1990 American made-for-television film

Caroline? is a 1990 American made-for-television drama film based on E. L. Konigsburg's novel Father's Arcane Daughter starring Stephanie Zimbalist, Pamela Reed and George Grizzard. The film is directed by Joseph Sargent and aired on CBS on April 29, 1990, part of the Hallmark Hall of Fame anthology series. The film won three Primetime Emmy Awards.

==Plot==
Caroline, a woman presumed dead for 15 years, returns to her family shortly before a large inheritance is due. While Caroline certainly seems to be the missing woman, there are doubts about her identity among those who knew her.

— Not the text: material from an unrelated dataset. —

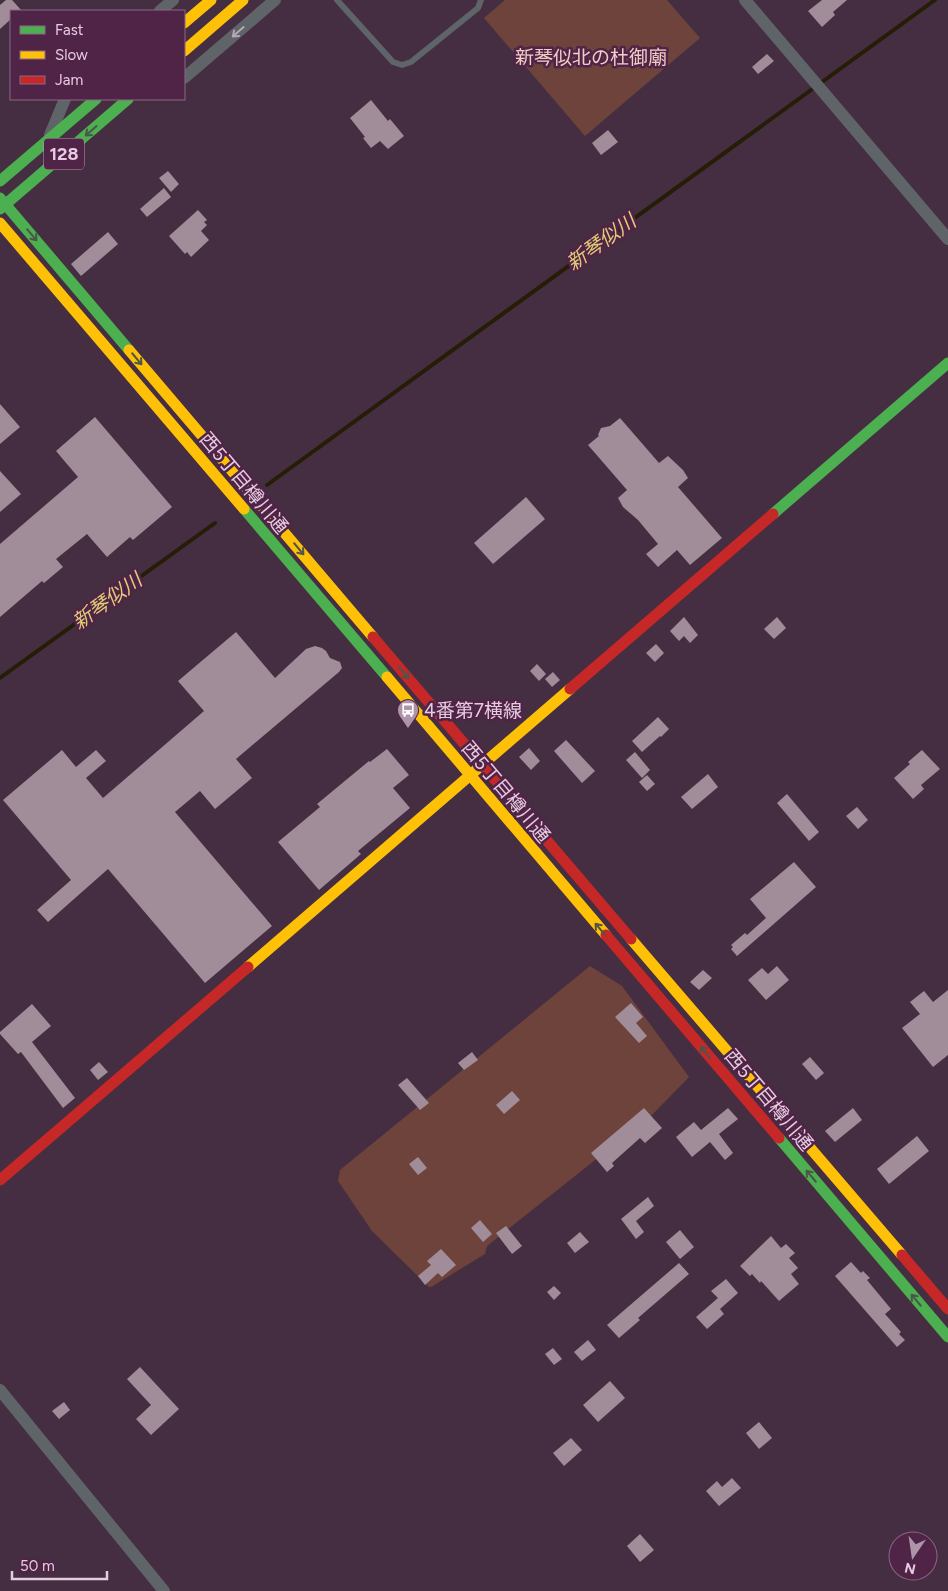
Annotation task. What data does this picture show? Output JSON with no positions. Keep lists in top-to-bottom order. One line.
{"streets":{"main road":["128","西5丁目樽川通"]},"crossings":[["128","西5丁目樽川通"]],"water":["新琴似川"],"parks":["新琴似北の杜御廟"],"places":{"bus stop":["4番第7横線"]},"legend":["Fast","Slow","Jam"],"scale_bar":"50 m","north":"bottom"}
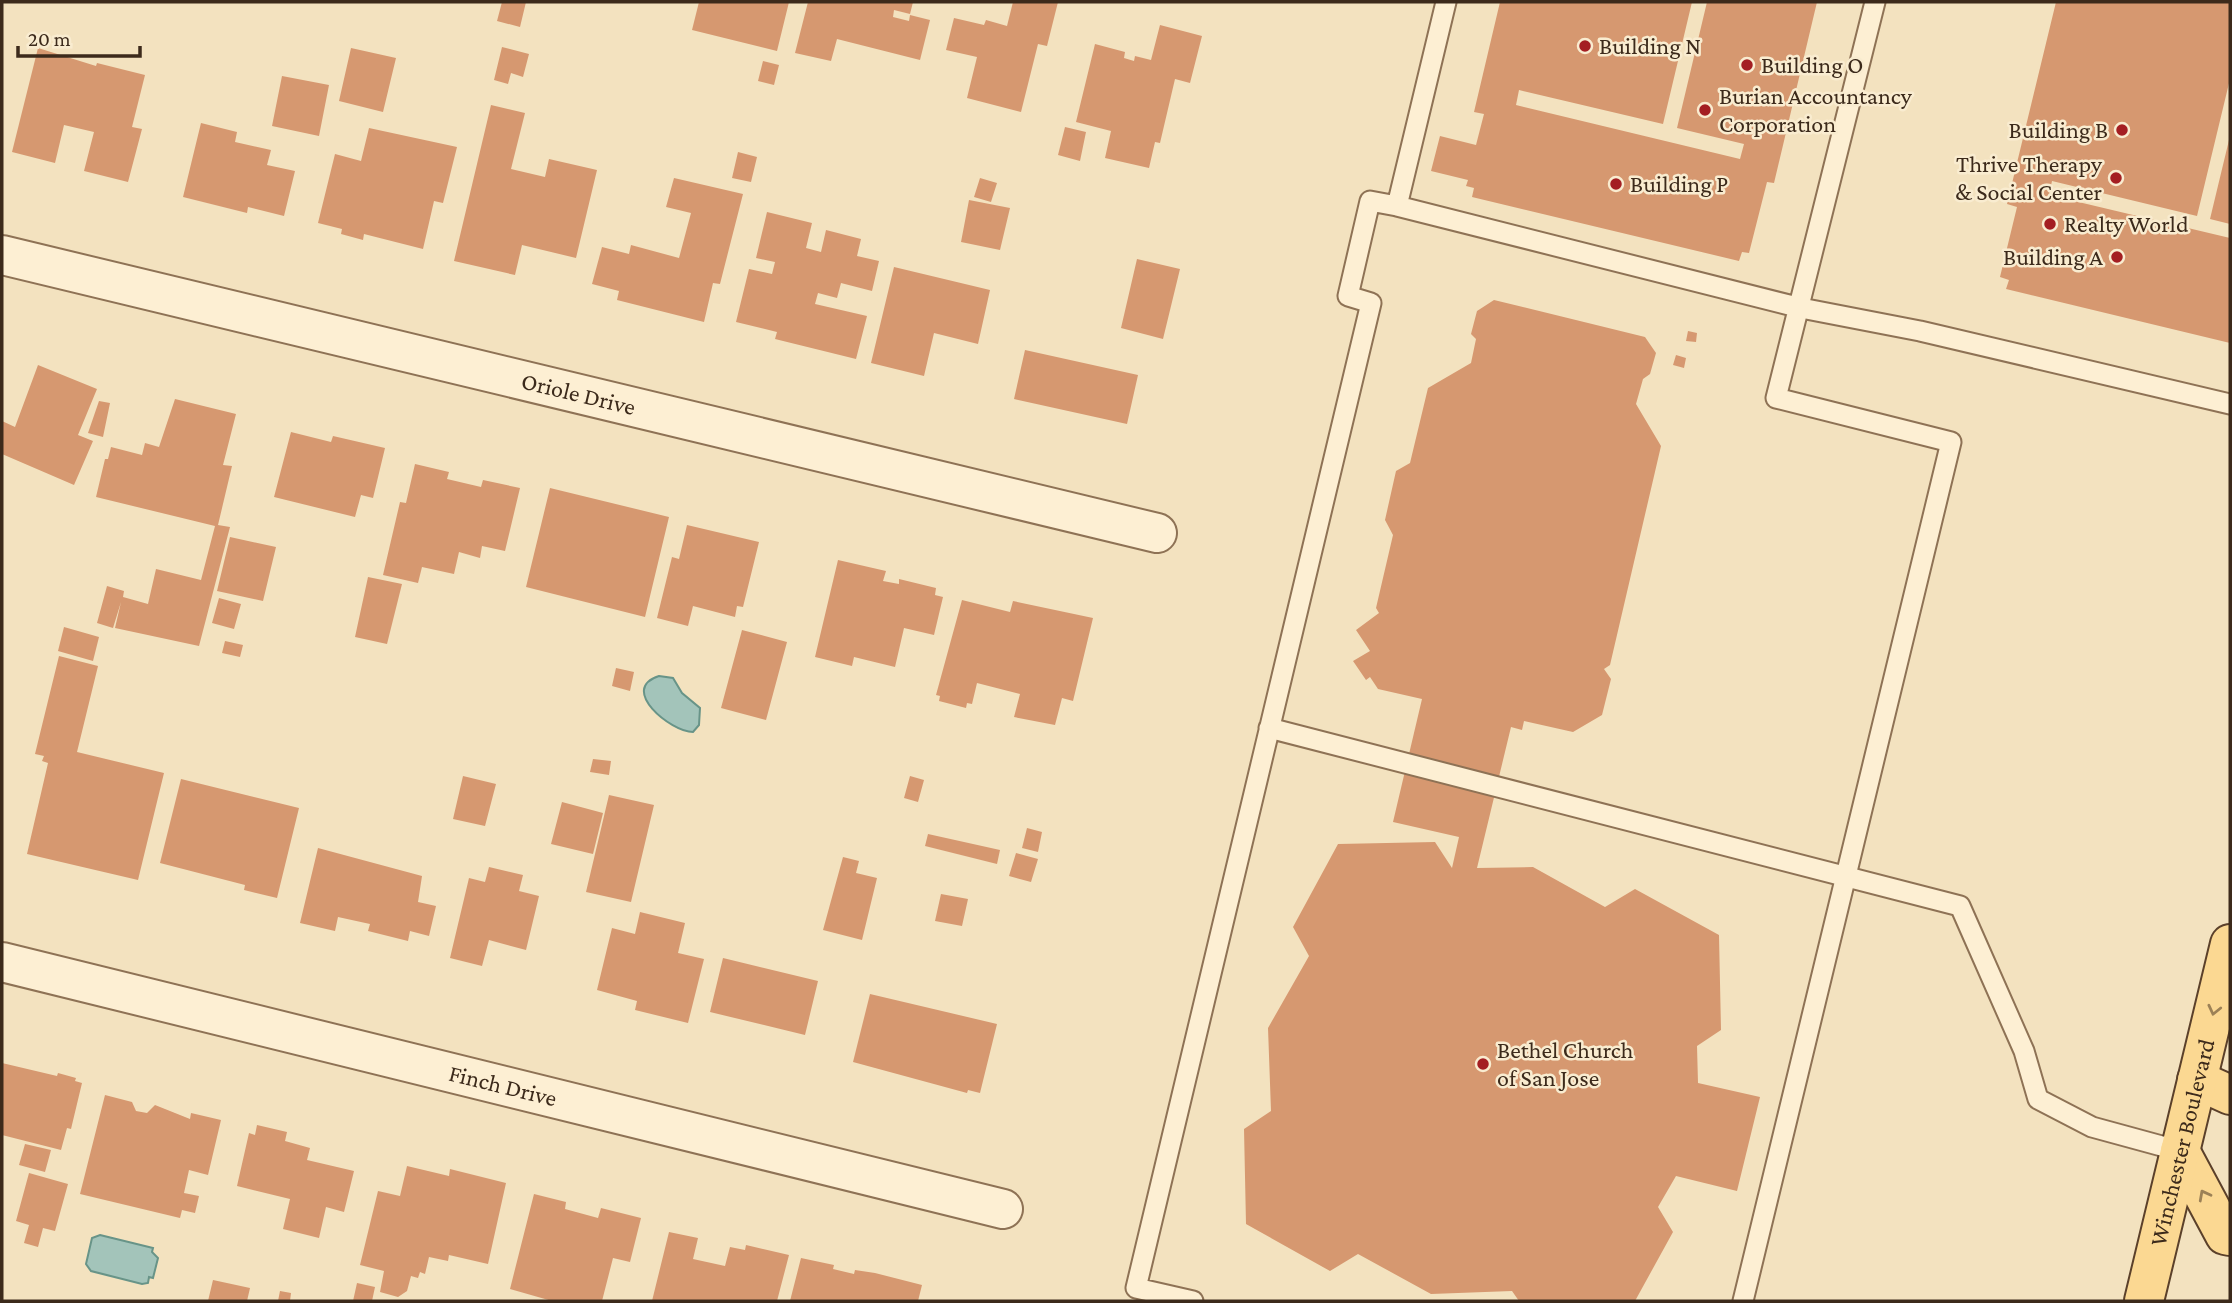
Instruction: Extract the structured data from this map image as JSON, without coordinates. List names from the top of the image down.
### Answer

The truth, her motivations for what she has done, and the results she accomplished are heart-warming.

==Cast==
- Stephanie Zimbalist as Caroline Carmichael
- Pamela Reed as Grace Carmichael
- George Grizzard as Paul Carmichael
- Patricia Neal as Miss Trollope
- Dorothy McGuire as Flora Atkins
- Shawn Phelan as Winston Carmichael
- Jenny Jacobs as Heidi Carmichael
- John Evans as Winston as Adult
- John Bennes as Simmons

==Primetime Emmy Awards==
- Outstanding Made for Television Movie (won - tied with The Incident)
- Outstanding Directing for a Miniseries or Special (Joseph Sargent) (won)
- Outstanding Editing for a Miniseries or Special — Single Camera Production (Paul LaMastra) (won)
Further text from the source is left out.